As organist and harpsichordist, he gave concerts in Europe and the USA. From 1964 to 2002, he was organist and choirmaster at the Protestant-Reformed Johanneskirche in the Breitenrain quarter of Bern. In 1970, he founded and took over the direction of the International Society for Contemporary Music Vocal Soloists Bern. In 1980, he conducted the world premiere of the Madrigal by Manfred Trojahn. From 1983 to 2003, he taught improvisation and theory at the Hochschule der Künste Bern in Biel.

Frischknecht was President of the Bern City Association of the International Society for New Music (IGNM) from 1977 to 1988. He served as President of the local Swiss Music Pedagogical Association (SMPV) in Bern from 1978 to 1990. He was also for many years president of the SMPV. In 2002/03, he was a founding member of the Festival L'art pour l'Aar in Bern.

In addition to organ, piano and harpsichord pieces, he composed mainly chamber music and choral works. They have been performed in Europe and the United States by the Sinfonieorchester St. Gallen and the Ensemble Sortisatio, among others.

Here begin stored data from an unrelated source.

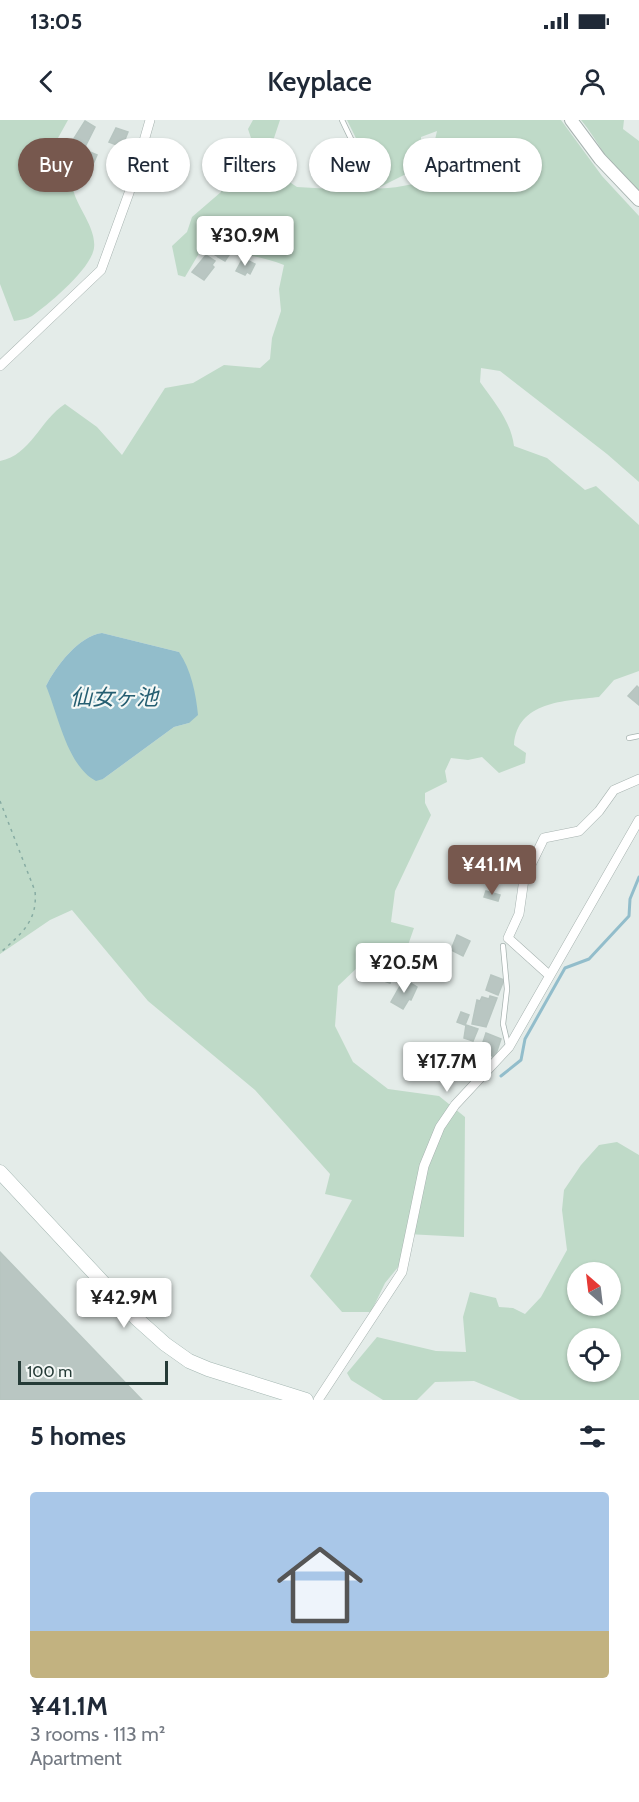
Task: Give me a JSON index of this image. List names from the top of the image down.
{
  "water": ["仙女ヶ池"],
  "scale_bar": "100 m",
  "north": "top left",
  "page": {
    "status": "13:05",
    "header": "Keyplace",
    "chip": [
      "Buy",
      "Rent",
      "Filters",
      "New",
      "Apartment"
    ],
    "price": [
      "¥30.9M",
      "¥41.1M",
      "¥20.5M",
      "¥17.7M",
      "¥42.9M"
    ],
    "scale": "100 m",
    "heading": "5 homes",
    "list": [
      {
        "name": "¥41.1M",
        "note": "3 rooms · 113 m² · Apartment"
      }
    ]
  }
}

Frischknecht is married to the organist Eliane Kneuss and lives in Muri near Bern.

== Awards ==
- 1964: Premier Prix of the Classe d’Analyse at the Conservatoire de Paris
- 1971: First prize at the St Albans International Organ Festival in England

== Recordings ==
- Orgelwerke (Pro, 1992)
- Musik für meine Freunde (Classic, 1995)
- Festival l’art pour l’Aar 2003 (Müller & Schade, 2005)
- Festival l’art pour l’Aar 2005 (Müller & Schade, 2006)

== Publications ==
- Rhythmen und Dauerwerte im Livre d’Orgue von Olivier Messiaen. In Musik und Gottesdienst 22 (1968) 1, .
- Kirchenmusik auf falschem Weg. In Musik und Gottesdienst 22 (1968) 1.
- Jugend und Avantgarde. In Schweizerische Musikzeitung 116 (1976) 4, .
- Die geistliche Musik von Olivier Messiaen. In Musik und Gottesdienst 32 (1978) 6, .
- Vergleichende Musiktheorie. In Schweizerische Musikzeitung 119 (1979) 5, .
- Wie laut soll eine Orgel sein. In Musik und Gottesdienst 34 (1980) 5. .
- Komponist – Elfenbeinturm – Laie. In Neue Musik für Jugendliche und Laien (1980), .
- Sätze zu Chorälen des Kirchengesangsbuches. In Musik und Gottesdienst 43 (1989) 3. .
- Geistliche Musik und Orgelmusik der letzten Jahre. In Musik und Gottesdienst 44 (1990) 5. .
- Zum Gedenken an Olivier Messiaen. In Musik und Gottesdienst 46 (1992), .
- Abriss der Musikgeschichte seit 1945. Ein Leitfaden für Musikstudierende. In Schweizer Musikpädagogische Blätter 85 (1997) 2, . (Digitalisiert ; PDF; 157 kB)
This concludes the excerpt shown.